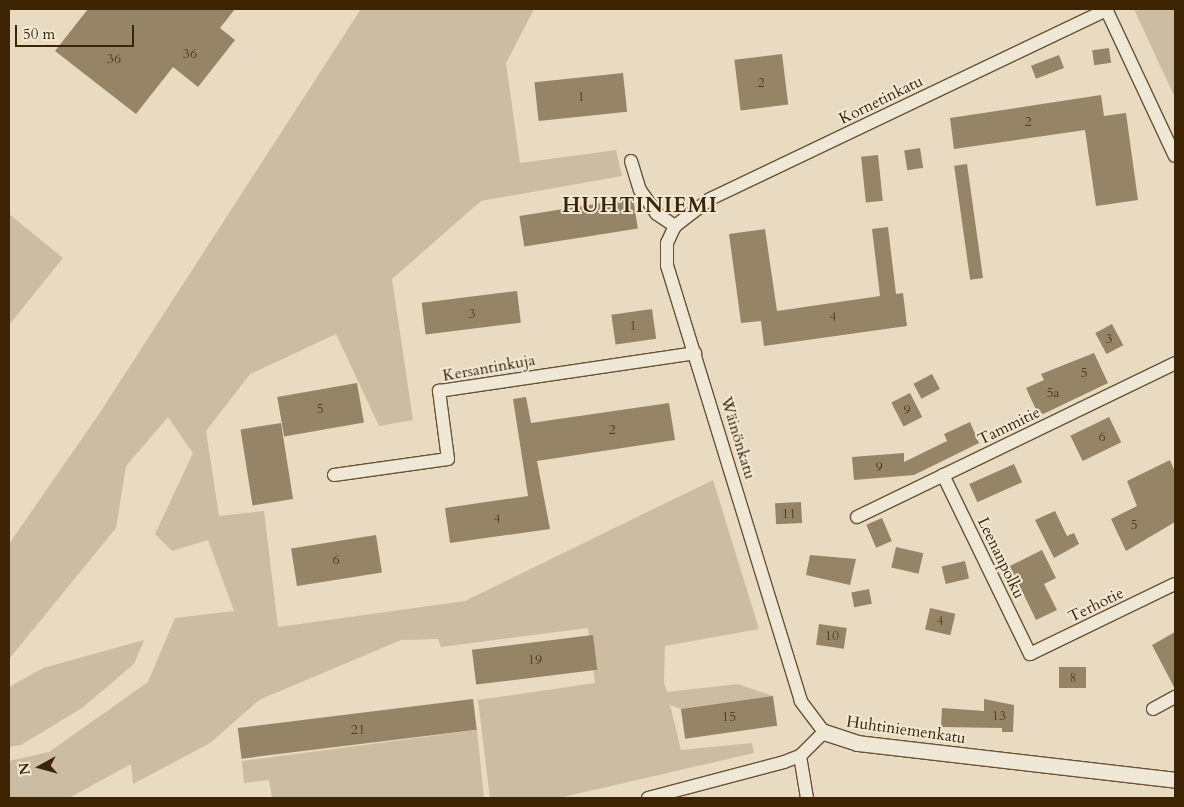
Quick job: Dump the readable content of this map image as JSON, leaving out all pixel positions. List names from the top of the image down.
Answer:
{
  "streets": {
    "street": [
      "Kornetinkatu",
      "Kersantinkuja",
      "Tammitie",
      "Wäinönkatu",
      "Leenanpolku",
      "Terhotie",
      "Huhtiniemenkatu"
    ]
  },
  "crossings": [
    ["Kornetinkatu", "Wäinönkatu"],
    ["Kersantinkuja", "Wäinönkatu"],
    ["Tammitie", "Leenanpolku"],
    ["Wäinönkatu", "Huhtiniemenkatu"],
    ["Leenanpolku", "Terhotie"]
  ],
  "districts": ["HUHTINIEMI"],
  "house_numbers": [
    "36",
    "36",
    "2",
    "1",
    "2",
    "3",
    "4",
    "1",
    "3",
    "5",
    "5a",
    "5",
    "9",
    "2",
    "6",
    "9",
    "11",
    "4",
    "5",
    "6",
    "4",
    "10",
    "19",
    "8",
    "13",
    "15",
    "21"
  ],
  "scale_bar": "50 m",
  "north": "left"
}
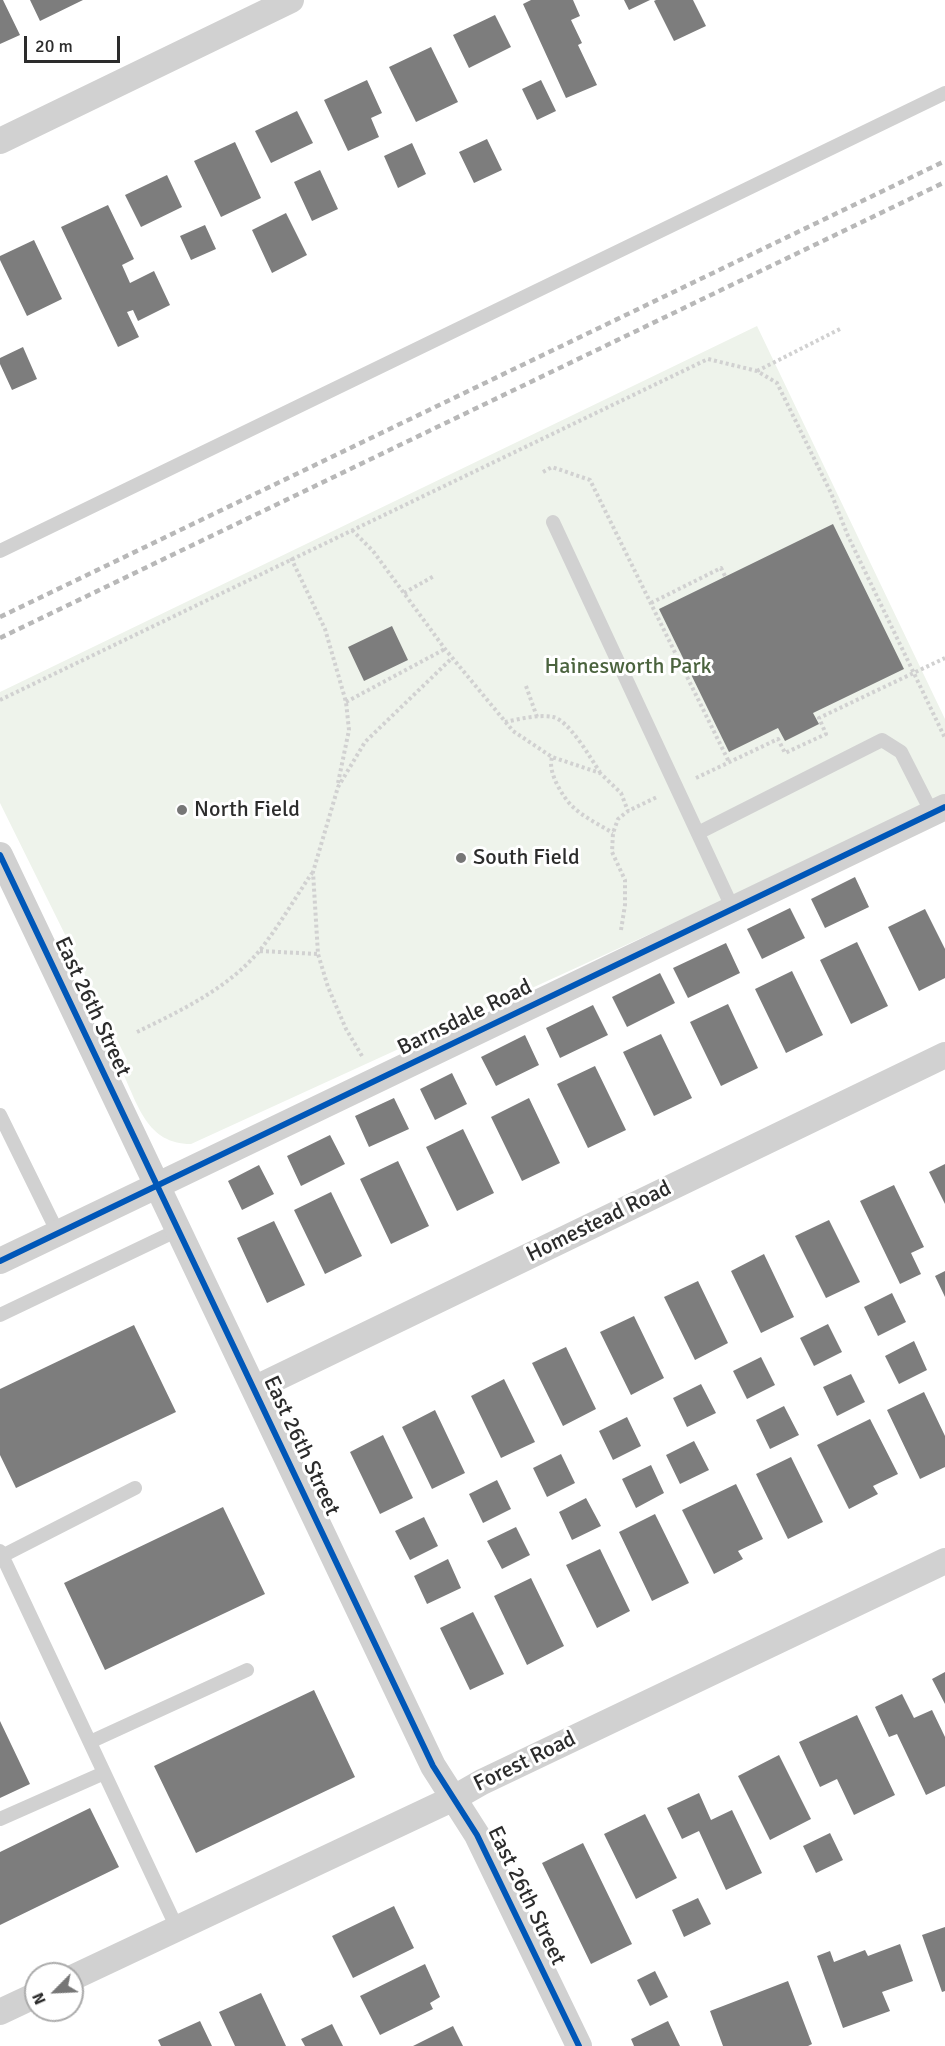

• [EXERCISE INSTRUCTIONS]:
Where the material contains pictures, leave them out and copy the rest verbatim.

• [THE COMPLETED TASK]:
Quick job: Dump the readable content of this map image as JSON, leaving out all pixel positions. List names from the top of the image down.
Answer:
{
  "streets": {
    "street": [
      "Kornetinkatu",
      "Kersantinkuja",
      "Tammitie",
      "Wäinönkatu",
      "Leenanpolku",
      "Terhotie",
      "Huhtiniemenkatu"
    ]
  },
  "crossings": [
    ["Kornetinkatu", "Wäinönkatu"],
    ["Kersantinkuja", "Wäinönkatu"],
    ["Tammitie", "Leenanpolku"],
    ["Wäinönkatu", "Huhtiniemenkatu"],
    ["Leenanpolku", "Terhotie"]
  ],
  "districts": ["HUHTINIEMI"],
  "house_numbers": [
    "36",
    "36",
    "2",
    "1",
    "2",
    "3",
    "4",
    "1",
    "3",
    "5",
    "5a",
    "5",
    "9",
    "2",
    "6",
    "9",
    "11",
    "4",
    "5",
    "6",
    "4",
    "10",
    "19",
    "8",
    "13",
    "15",
    "21"
  ],
  "scale_bar": "50 m",
  "north": "left"
}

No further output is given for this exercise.